2009-10-06 09:52:24

by Felipe Balbi

[permalink] [raw]
Subject: TTY loosing bytes ?

Hi all,

I'm facing a weird issue with TTY when using u_serial gadget.

The problem seems to be related to ldisc's buffer getting full. Imagine
a situation where you have 510 bytes available on N_TTY's buffer and you
try to flush 512 bytes then the code path would look like:

--> flush_to_ldisc();
--> n_tty_receive_buf(512 bytes);
--> i = 510;
--> memcpy(i);

--> i = 0;
--> memcpy(i);
<-- wake_up_interruptible();

What happens is that we loose those 2 extra bytes. I tried digging this
problem and try to find a fix for it but it's been really complicated
for me.

Hope you guys can help. Actually, I've been reproducing the problem on
2.6.28 but looking at the code current mainline should have the same
problem. I also cherry-picked the relevant patches to my 2.6.28 tree
(hope I got all of them) and it still failed.
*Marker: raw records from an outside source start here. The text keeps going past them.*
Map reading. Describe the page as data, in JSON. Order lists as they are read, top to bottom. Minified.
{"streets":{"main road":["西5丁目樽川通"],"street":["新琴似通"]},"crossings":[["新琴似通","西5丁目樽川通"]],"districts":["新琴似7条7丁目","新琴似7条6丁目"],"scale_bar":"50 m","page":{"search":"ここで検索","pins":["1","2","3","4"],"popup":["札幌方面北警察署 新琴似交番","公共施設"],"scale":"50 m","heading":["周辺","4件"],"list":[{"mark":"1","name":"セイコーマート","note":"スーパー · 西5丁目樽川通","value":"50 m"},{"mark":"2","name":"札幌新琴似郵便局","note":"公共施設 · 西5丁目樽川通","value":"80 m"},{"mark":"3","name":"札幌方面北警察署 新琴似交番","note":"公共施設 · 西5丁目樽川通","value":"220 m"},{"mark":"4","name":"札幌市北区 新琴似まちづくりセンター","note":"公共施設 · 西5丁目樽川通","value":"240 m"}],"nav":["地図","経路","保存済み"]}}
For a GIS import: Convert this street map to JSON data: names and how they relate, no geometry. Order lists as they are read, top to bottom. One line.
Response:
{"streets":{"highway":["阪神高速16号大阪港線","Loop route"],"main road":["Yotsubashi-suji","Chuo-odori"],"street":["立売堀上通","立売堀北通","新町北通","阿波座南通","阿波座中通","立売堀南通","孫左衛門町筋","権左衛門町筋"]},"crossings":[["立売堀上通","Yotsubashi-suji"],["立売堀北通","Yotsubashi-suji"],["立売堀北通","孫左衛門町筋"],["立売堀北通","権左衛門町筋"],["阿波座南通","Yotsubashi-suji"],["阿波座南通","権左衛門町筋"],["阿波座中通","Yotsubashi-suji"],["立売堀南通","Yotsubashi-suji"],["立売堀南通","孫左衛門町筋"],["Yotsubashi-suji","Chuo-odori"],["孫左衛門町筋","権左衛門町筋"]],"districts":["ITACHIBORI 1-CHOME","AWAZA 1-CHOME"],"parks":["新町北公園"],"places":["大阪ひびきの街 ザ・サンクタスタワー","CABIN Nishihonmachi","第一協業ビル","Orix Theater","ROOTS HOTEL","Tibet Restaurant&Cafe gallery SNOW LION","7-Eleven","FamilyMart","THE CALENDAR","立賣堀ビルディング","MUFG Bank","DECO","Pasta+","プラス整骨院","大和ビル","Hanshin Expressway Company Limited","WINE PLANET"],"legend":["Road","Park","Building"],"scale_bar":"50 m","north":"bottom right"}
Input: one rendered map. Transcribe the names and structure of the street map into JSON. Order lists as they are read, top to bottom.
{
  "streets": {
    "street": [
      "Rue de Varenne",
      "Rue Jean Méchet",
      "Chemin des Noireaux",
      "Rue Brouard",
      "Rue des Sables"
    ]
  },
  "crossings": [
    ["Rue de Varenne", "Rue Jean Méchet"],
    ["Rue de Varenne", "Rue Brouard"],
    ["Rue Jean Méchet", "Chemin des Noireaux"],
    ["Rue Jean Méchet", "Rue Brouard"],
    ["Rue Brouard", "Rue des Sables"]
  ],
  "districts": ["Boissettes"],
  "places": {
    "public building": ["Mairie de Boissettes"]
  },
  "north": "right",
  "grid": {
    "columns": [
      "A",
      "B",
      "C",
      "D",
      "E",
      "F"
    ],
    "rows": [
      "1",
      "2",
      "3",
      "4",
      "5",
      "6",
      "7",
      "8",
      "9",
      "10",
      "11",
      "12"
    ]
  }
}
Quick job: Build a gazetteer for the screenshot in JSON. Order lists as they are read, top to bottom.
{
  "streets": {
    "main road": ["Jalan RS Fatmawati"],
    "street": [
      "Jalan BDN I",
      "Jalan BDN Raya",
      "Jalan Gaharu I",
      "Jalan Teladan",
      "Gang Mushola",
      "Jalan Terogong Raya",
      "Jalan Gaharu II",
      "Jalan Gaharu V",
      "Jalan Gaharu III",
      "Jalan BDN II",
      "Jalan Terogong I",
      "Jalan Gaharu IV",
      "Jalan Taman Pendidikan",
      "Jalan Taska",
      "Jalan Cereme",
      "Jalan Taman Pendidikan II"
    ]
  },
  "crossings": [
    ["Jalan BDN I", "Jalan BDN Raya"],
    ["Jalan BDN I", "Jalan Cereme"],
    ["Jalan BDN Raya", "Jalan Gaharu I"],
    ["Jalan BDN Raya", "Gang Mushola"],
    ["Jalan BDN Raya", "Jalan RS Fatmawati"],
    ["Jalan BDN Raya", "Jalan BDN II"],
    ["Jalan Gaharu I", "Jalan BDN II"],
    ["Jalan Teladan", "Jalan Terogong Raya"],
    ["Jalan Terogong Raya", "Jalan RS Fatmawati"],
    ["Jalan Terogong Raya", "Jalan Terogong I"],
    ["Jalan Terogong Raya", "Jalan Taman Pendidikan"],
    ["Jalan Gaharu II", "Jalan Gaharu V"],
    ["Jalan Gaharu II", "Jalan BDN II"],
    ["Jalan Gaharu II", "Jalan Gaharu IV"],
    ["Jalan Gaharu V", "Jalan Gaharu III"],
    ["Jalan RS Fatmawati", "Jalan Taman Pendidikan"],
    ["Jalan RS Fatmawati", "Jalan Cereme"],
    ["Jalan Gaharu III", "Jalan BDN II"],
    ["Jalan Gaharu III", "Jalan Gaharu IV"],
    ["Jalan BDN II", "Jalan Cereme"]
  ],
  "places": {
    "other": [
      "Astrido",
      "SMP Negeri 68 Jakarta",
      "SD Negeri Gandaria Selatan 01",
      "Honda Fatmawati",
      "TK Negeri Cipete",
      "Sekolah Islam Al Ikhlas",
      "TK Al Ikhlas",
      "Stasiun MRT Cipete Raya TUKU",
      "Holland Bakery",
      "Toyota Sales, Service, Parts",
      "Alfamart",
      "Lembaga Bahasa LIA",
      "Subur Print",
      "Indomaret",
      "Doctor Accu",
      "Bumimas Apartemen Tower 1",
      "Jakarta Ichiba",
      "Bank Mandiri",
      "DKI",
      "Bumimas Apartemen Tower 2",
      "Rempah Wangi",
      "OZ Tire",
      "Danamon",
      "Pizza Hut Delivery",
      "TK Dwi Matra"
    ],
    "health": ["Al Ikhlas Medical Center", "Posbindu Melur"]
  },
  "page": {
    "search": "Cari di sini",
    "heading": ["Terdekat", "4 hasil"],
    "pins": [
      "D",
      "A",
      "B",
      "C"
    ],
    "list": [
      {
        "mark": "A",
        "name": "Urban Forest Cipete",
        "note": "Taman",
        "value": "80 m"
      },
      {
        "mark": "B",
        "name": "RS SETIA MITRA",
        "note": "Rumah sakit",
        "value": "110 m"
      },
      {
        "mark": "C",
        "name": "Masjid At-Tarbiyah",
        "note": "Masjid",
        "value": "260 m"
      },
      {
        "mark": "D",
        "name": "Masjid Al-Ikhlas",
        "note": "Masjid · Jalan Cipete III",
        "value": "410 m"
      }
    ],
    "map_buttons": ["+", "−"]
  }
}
Sorry I'm reporting such a problem with such an old kernel but upgrading
the kernel right now is just impossible.

If you guys could give any pointers I would be really glad.

--
balbi


2009-10-06 11:49:20

by Felipe Balbi

[permalink] [raw]
Subject: Re: TTY loosing bytes ?

On Tue, Oct 06, 2009 at 11:48:45AM +0200, Balbi Felipe (Nokia-D/Helsinki) wrote:
> Hi all,
>
> I'm facing a weird issue with TTY when using u_serial gadget.
>
> The problem seems to be related to ldisc's buffer getting full. Imagine
> a situation where you have 510 bytes available on N_TTY's buffer and you
> try to flush 512 bytes then the code path would look like:
>
> --> flush_to_ldisc();
> --> n_tty_receive_buf(512 bytes);
> --> i = 510;
> --> memcpy(i);
>
> --> i = 0;
> --> memcpy(i);
> <-- wake_up_interruptible();
>
> What happens is that we loose those 2 extra bytes. I tried digging this
> problem and try to find a fix for it but it's been really complicated
> for me.
>
> Hope you guys can help. Actually, I've been reproducing the problem on
> 2.6.28 but looking at the code current mainline should have the same
> problem. I also cherry-picked the relevant patches to my 2.6.28 tree
> (hope I got all of them) and it still failed.
>
> Sorry I'm reporting such a problem with such an old kernel but upgrading
> the kernel right now is just impossible.
>
> If you guys could give any pointers I would be really glad.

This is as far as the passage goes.